#### Instructions to follow:
Skip the pictures. Copy all the rest of the records down exactly.

#### Records shown:
BEGIN
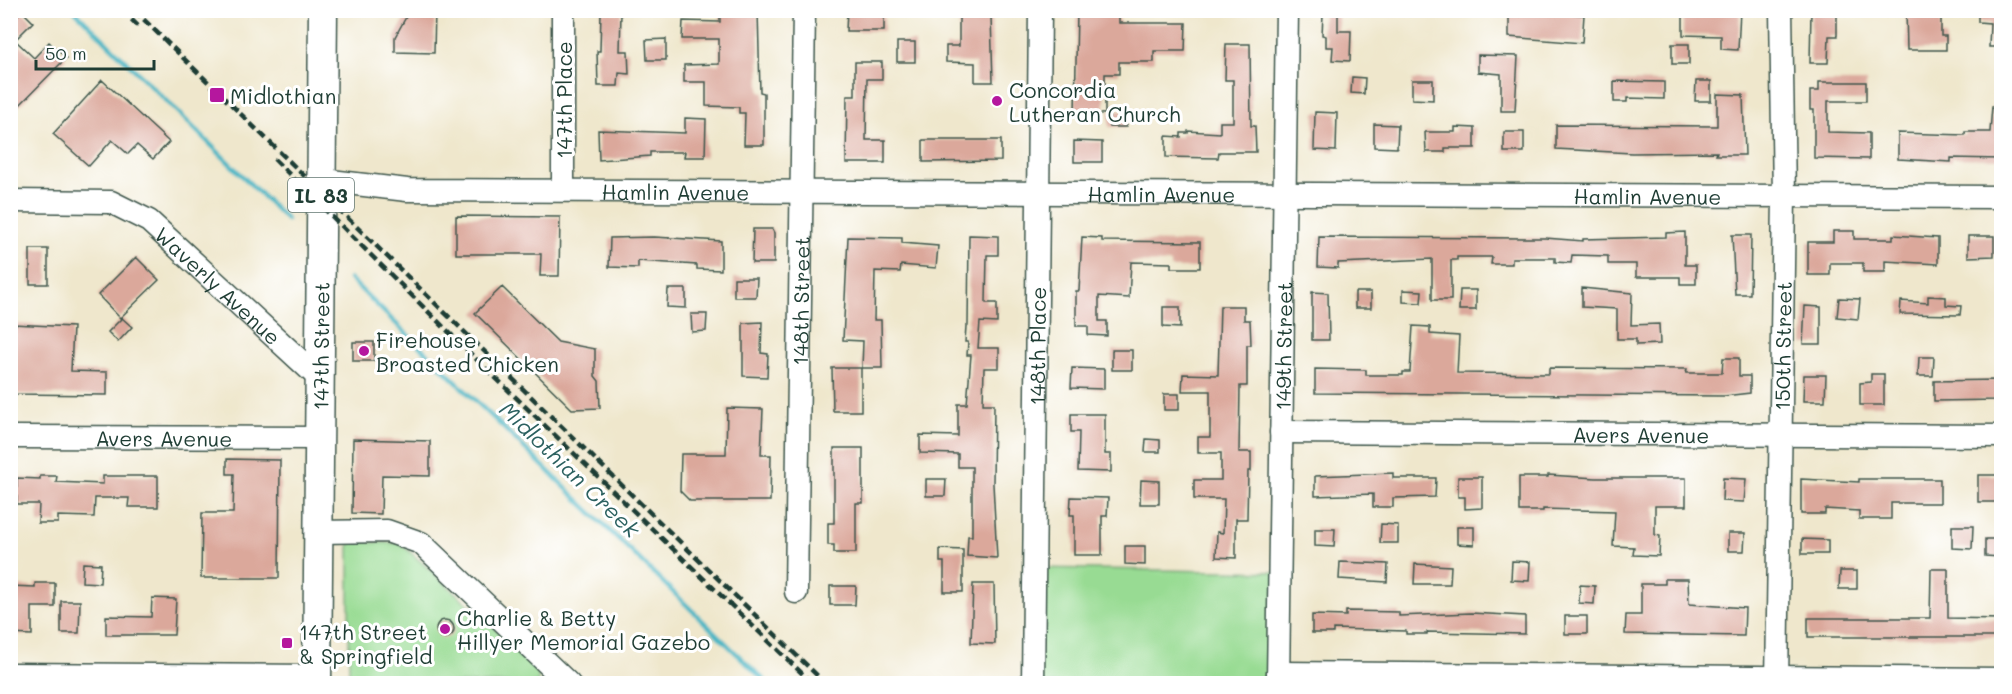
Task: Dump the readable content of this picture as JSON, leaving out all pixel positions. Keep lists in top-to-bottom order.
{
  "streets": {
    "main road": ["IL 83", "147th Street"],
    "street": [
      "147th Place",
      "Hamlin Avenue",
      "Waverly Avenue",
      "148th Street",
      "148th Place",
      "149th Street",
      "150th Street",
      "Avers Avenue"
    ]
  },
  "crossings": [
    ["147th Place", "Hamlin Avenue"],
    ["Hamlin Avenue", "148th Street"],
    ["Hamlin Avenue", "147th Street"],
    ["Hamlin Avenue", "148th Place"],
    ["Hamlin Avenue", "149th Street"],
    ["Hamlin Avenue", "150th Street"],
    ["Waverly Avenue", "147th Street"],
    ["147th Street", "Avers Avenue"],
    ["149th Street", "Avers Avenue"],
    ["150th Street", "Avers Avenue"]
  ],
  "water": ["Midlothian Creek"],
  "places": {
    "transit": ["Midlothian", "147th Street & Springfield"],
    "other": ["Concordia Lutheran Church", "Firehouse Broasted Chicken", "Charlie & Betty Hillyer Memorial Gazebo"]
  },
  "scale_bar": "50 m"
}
END
#### Expected answer:
Task: Dump the readable content of this picture as JSON, leaving out all pixel positions. Keep lists in top-to-bottom order.
{
  "streets": {
    "main road": ["IL 83", "147th Street"],
    "street": [
      "147th Place",
      "Hamlin Avenue",
      "Waverly Avenue",
      "148th Street",
      "148th Place",
      "149th Street",
      "150th Street",
      "Avers Avenue"
    ]
  },
  "crossings": [
    ["147th Place", "Hamlin Avenue"],
    ["Hamlin Avenue", "148th Street"],
    ["Hamlin Avenue", "147th Street"],
    ["Hamlin Avenue", "148th Place"],
    ["Hamlin Avenue", "149th Street"],
    ["Hamlin Avenue", "150th Street"],
    ["Waverly Avenue", "147th Street"],
    ["147th Street", "Avers Avenue"],
    ["149th Street", "Avers Avenue"],
    ["150th Street", "Avers Avenue"]
  ],
  "water": ["Midlothian Creek"],
  "places": {
    "transit": ["Midlothian", "147th Street & Springfield"],
    "other": ["Concordia Lutheran Church", "Firehouse Broasted Chicken", "Charlie & Betty Hillyer Memorial Gazebo"]
  },
  "scale_bar": "50 m"
}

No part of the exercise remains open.